**Problem description**
Leaving out the pictures, copy each record below exactly.

**Exercise input**
*****
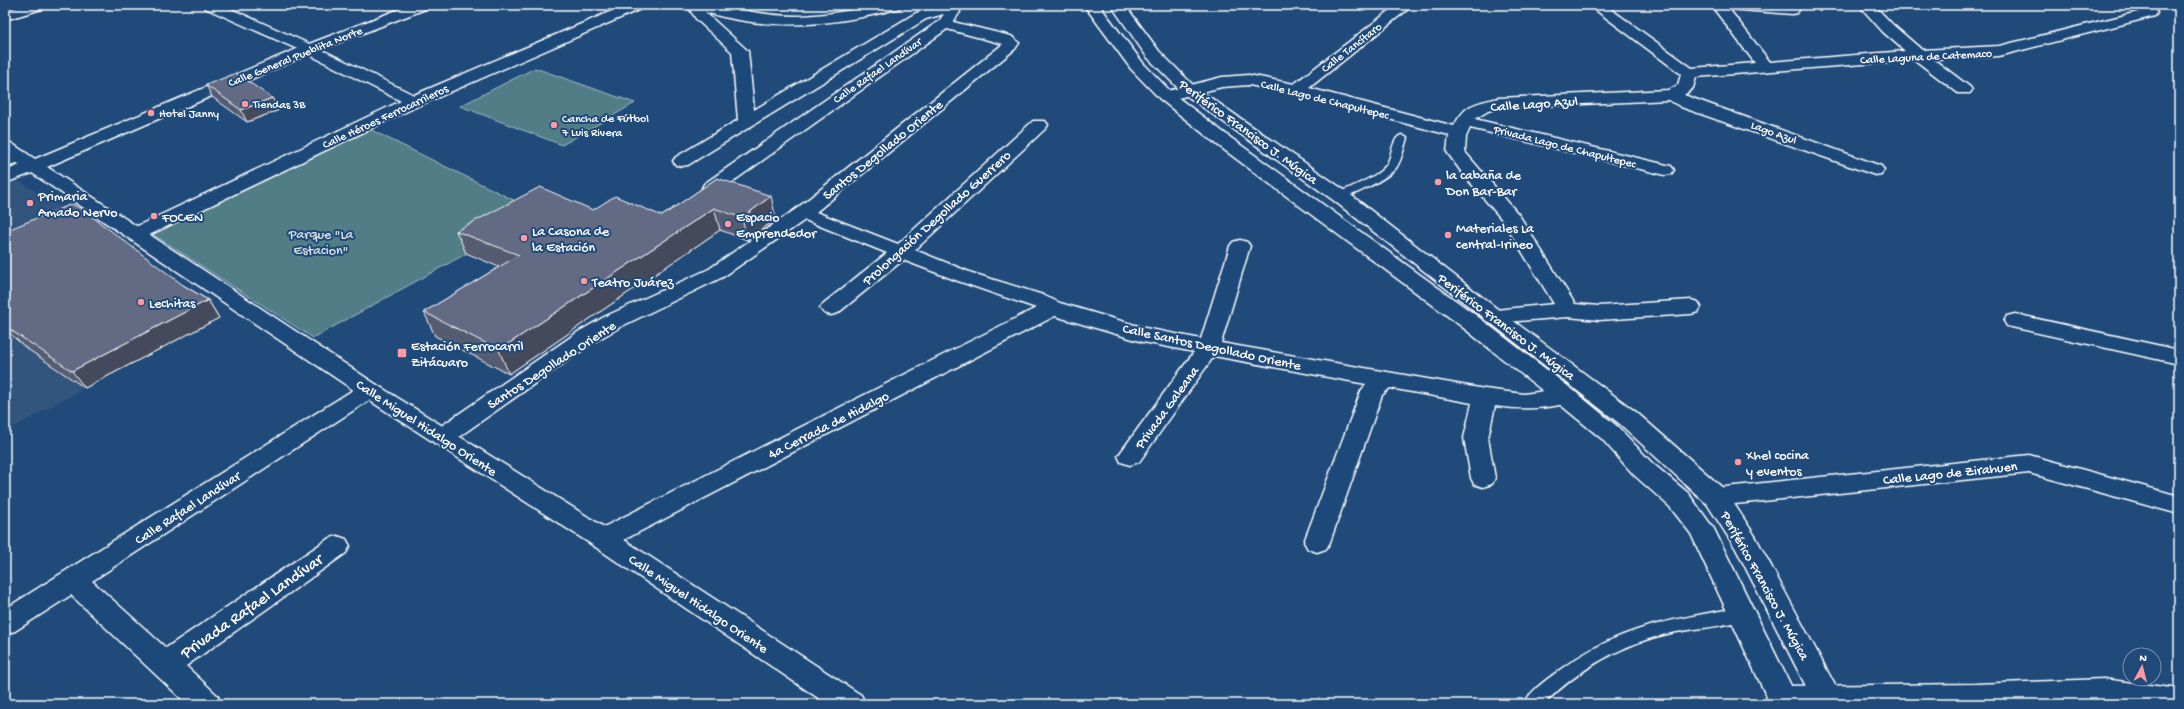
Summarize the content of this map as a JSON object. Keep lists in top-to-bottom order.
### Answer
{
  "streets": {
    "street": [
      "Calle Tancítaro",
      "Calle General Pueblita Norte",
      "Calle Laguna de Catemaco",
      "Calle Rafael Landívar",
      "Calle Lago de Chapultepec",
      "Calle Lago Azul",
      "Calle Héroes Ferrocarrileros",
      "Periférico Francisco J. Múgica",
      "Lago Azul",
      "Privada Lago de Chapultepec",
      "Santos Degollado Oriente",
      "Prolongación Degollado Guerrero",
      "Calle Santos Degollado Oriente",
      "Privada Galeana",
      "4a Cerrada de Hidalgo",
      "Calle Miguel Hidalgo Oriente",
      "Calle Lago de Zirahuen",
      "Privada Rafael Landívar"
    ]
  },
  "crossings": [
    ["Calle Tancítaro", "Calle Lago de Chapultepec"],
    ["Calle General Pueblita Norte", "Calle Miguel Hidalgo Oriente"],
    ["Calle Rafael Landívar", "Santos Degollado Oriente"],
    ["Calle Rafael Landívar", "Calle Miguel Hidalgo Oriente"],
    ["Calle Rafael Landívar", "Privada Rafael Landívar"],
    ["Calle Lago de Chapultepec", "Calle Lago Azul"],
    ["Calle Lago de Chapultepec", "Periférico Francisco J. Múgica"],
    ["Calle Lago de Chapultepec", "Privada Lago de Chapultepec"],
    ["Calle Lago Azul", "Lago Azul"],
    ["Calle Lago Azul", "Privada Lago de Chapultepec"],
    ["Calle Héroes Ferrocarrileros", "Calle Miguel Hidalgo Oriente"],
    ["Periférico Francisco J. Múgica", "Calle Santos Degollado Oriente"],
    ["Periférico Francisco J. Múgica", "Calle Lago de Zirahuen"],
    ["Santos Degollado Oriente", "Calle Santos Degollado Oriente"],
    ["Santos Degollado Oriente", "Calle Miguel Hidalgo Oriente"],
    ["Prolongación Degollado Guerrero", "Calle Santos Degollado Oriente"],
    ["Calle Santos Degollado Oriente", "Privada Galeana"],
    ["Calle Santos Degollado Oriente", "4a Cerrada de Hidalgo"],
    ["4a Cerrada de Hidalgo", "Calle Miguel Hidalgo Oriente"]
  ],
  "parks": ["Parque \"La Estacion\""],
  "places": {
    "other": [
      "Tiendas 3B",
      "Hotel Janny",
      "Cancha de Fútbol 7 Luis Rivera",
      "la cabaña de Don Bar-Bar",
      "Primaria Amado Nervo",
      "FOCEN",
      "Espacio Emprendedor",
      "Materiales La central-Irineo",
      "La Casona de la Estación",
      "Teatro Juárez",
      "Lechitas",
      "Xhel cocina y eventos"
    ],
    "transit": ["Estación Ferrocarril Zitácuaro"]
  },
  "north": "top"
}
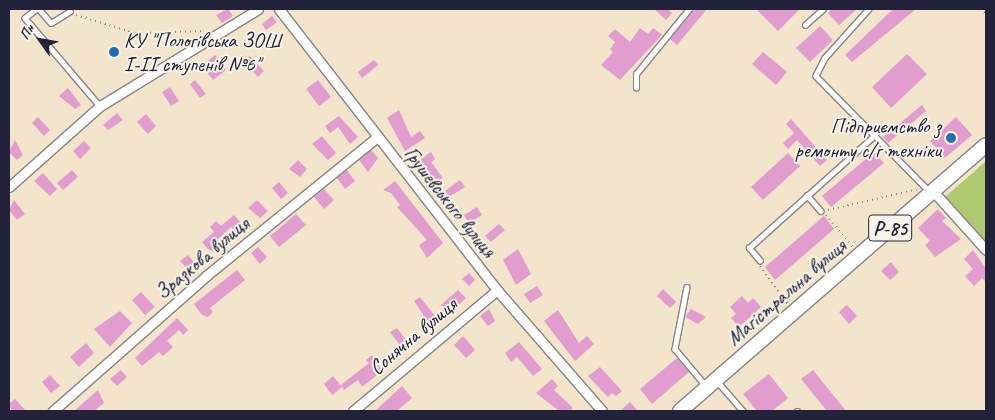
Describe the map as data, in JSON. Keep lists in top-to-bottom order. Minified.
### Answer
{"streets":{"main road":["Р-85","Магістральна вулиця"],"street":["Грушевського вулиця","Зразкова вулиця","Сонячна вулиця"]},"crossings":[["Грушевського вулиця","Зразкова вулиця"],["Грушевського вулиця","Сонячна вулиця"]],"places":["КУ \"Пологівська ЗОШ І-ІІ ступенів №6\"","Підприємство з ремонту с/г техніки"],"north":"top left"}
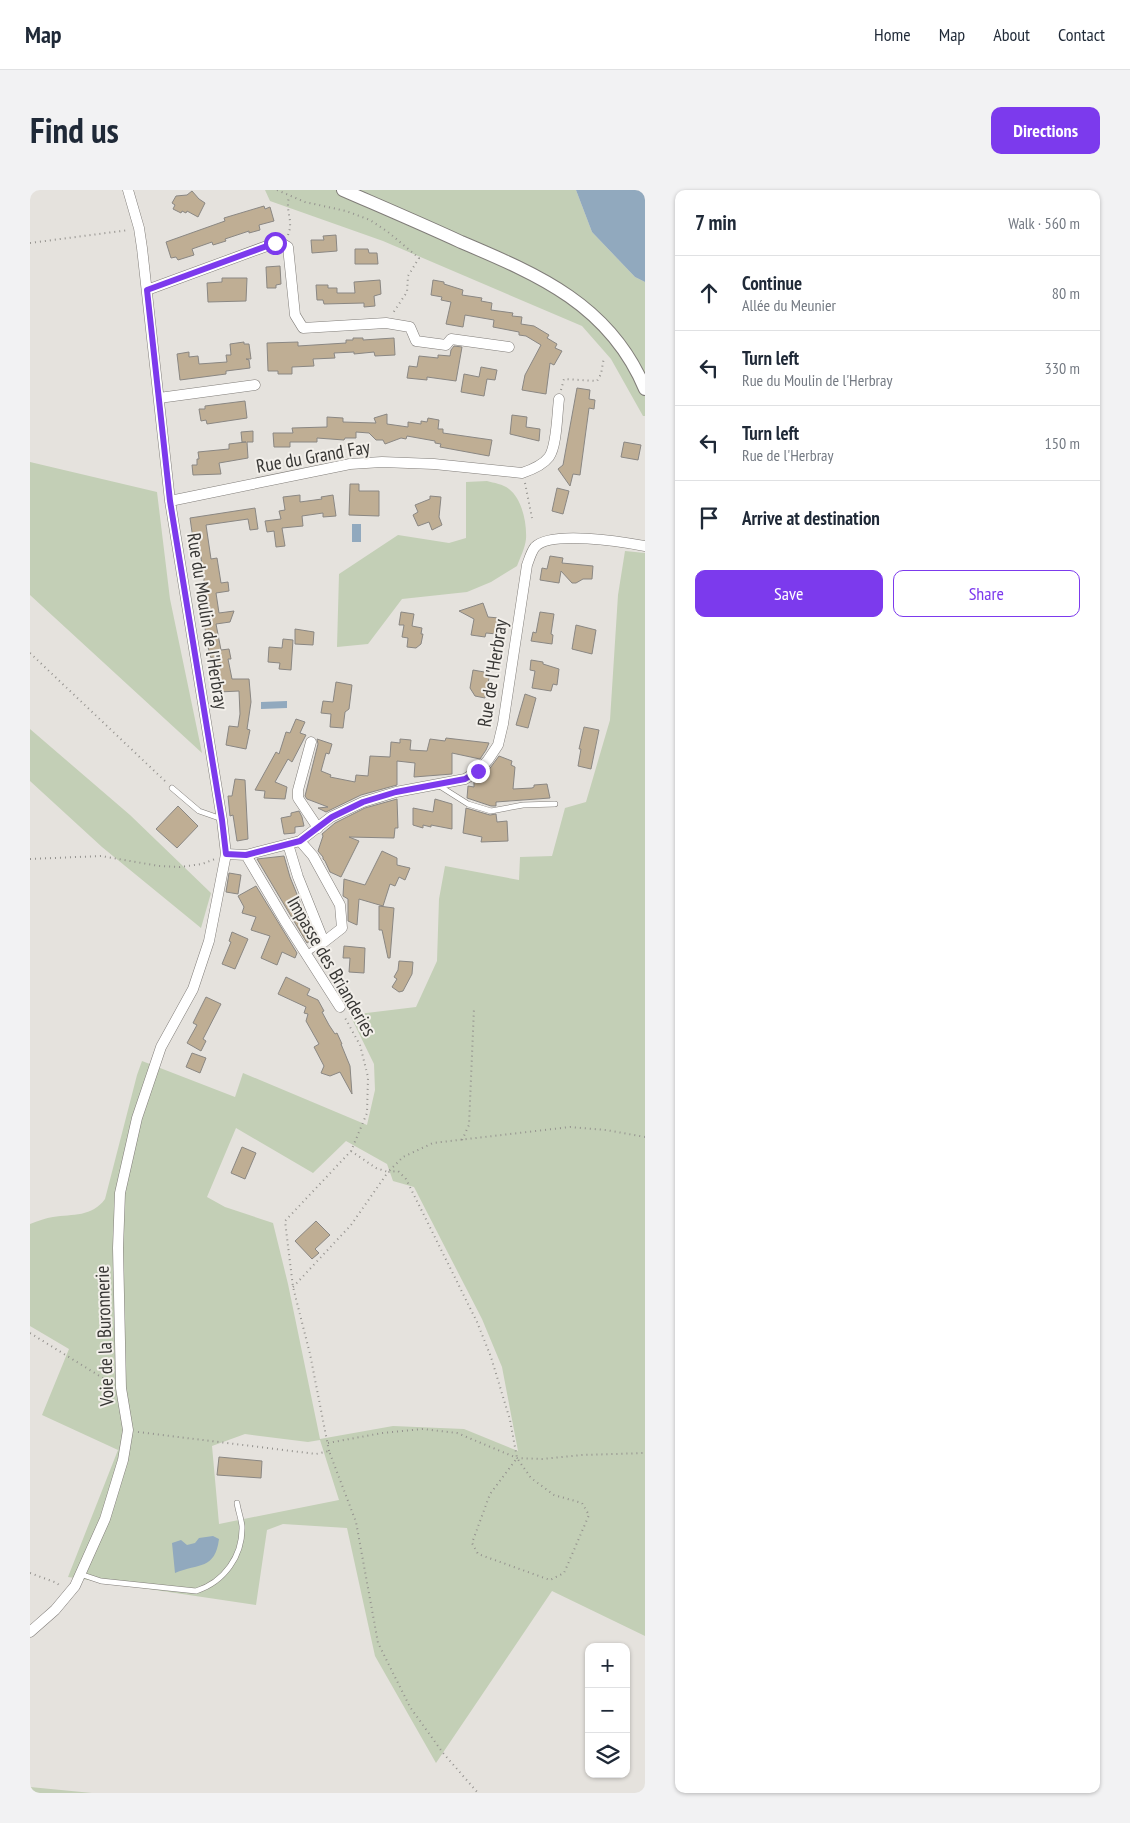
*****
**Output of the exercise**
Summarize the content of this map as a JSON object. Keep lists in top-to-bottom order.
### Answer
{
  "streets": {
    "street": [
      "Calle Tancítaro",
      "Calle General Pueblita Norte",
      "Calle Laguna de Catemaco",
      "Calle Rafael Landívar",
      "Calle Lago de Chapultepec",
      "Calle Lago Azul",
      "Calle Héroes Ferrocarrileros",
      "Periférico Francisco J. Múgica",
      "Lago Azul",
      "Privada Lago de Chapultepec",
      "Santos Degollado Oriente",
      "Prolongación Degollado Guerrero",
      "Calle Santos Degollado Oriente",
      "Privada Galeana",
      "4a Cerrada de Hidalgo",
      "Calle Miguel Hidalgo Oriente",
      "Calle Lago de Zirahuen",
      "Privada Rafael Landívar"
    ]
  },
  "crossings": [
    ["Calle Tancítaro", "Calle Lago de Chapultepec"],
    ["Calle General Pueblita Norte", "Calle Miguel Hidalgo Oriente"],
    ["Calle Rafael Landívar", "Santos Degollado Oriente"],
    ["Calle Rafael Landívar", "Calle Miguel Hidalgo Oriente"],
    ["Calle Rafael Landívar", "Privada Rafael Landívar"],
    ["Calle Lago de Chapultepec", "Calle Lago Azul"],
    ["Calle Lago de Chapultepec", "Periférico Francisco J. Múgica"],
    ["Calle Lago de Chapultepec", "Privada Lago de Chapultepec"],
    ["Calle Lago Azul", "Lago Azul"],
    ["Calle Lago Azul", "Privada Lago de Chapultepec"],
    ["Calle Héroes Ferrocarrileros", "Calle Miguel Hidalgo Oriente"],
    ["Periférico Francisco J. Múgica", "Calle Santos Degollado Oriente"],
    ["Periférico Francisco J. Múgica", "Calle Lago de Zirahuen"],
    ["Santos Degollado Oriente", "Calle Santos Degollado Oriente"],
    ["Santos Degollado Oriente", "Calle Miguel Hidalgo Oriente"],
    ["Prolongación Degollado Guerrero", "Calle Santos Degollado Oriente"],
    ["Calle Santos Degollado Oriente", "Privada Galeana"],
    ["Calle Santos Degollado Oriente", "4a Cerrada de Hidalgo"],
    ["4a Cerrada de Hidalgo", "Calle Miguel Hidalgo Oriente"]
  ],
  "parks": ["Parque \"La Estacion\""],
  "places": {
    "other": [
      "Tiendas 3B",
      "Hotel Janny",
      "Cancha de Fútbol 7 Luis Rivera",
      "la cabaña de Don Bar-Bar",
      "Primaria Amado Nervo",
      "FOCEN",
      "Espacio Emprendedor",
      "Materiales La central-Irineo",
      "La Casona de la Estación",
      "Teatro Juárez",
      "Lechitas",
      "Xhel cocina y eventos"
    ],
    "transit": ["Estación Ferrocarril Zitácuaro"]
  },
  "north": "top"
}
Describe the map as data, in JSON. Keep lists in top-to-bottom order. Minified.
### Answer
{"streets":{"main road":["Р-85","Магістральна вулиця"],"street":["Грушевського вулиця","Зразкова вулиця","Сонячна вулиця"]},"crossings":[["Грушевського вулиця","Зразкова вулиця"],["Грушевського вулиця","Сонячна вулиця"]],"places":["КУ \"Пологівська ЗОШ І-ІІ ступенів №6\"","Підприємство з ремонту с/г техніки"],"north":"top left"}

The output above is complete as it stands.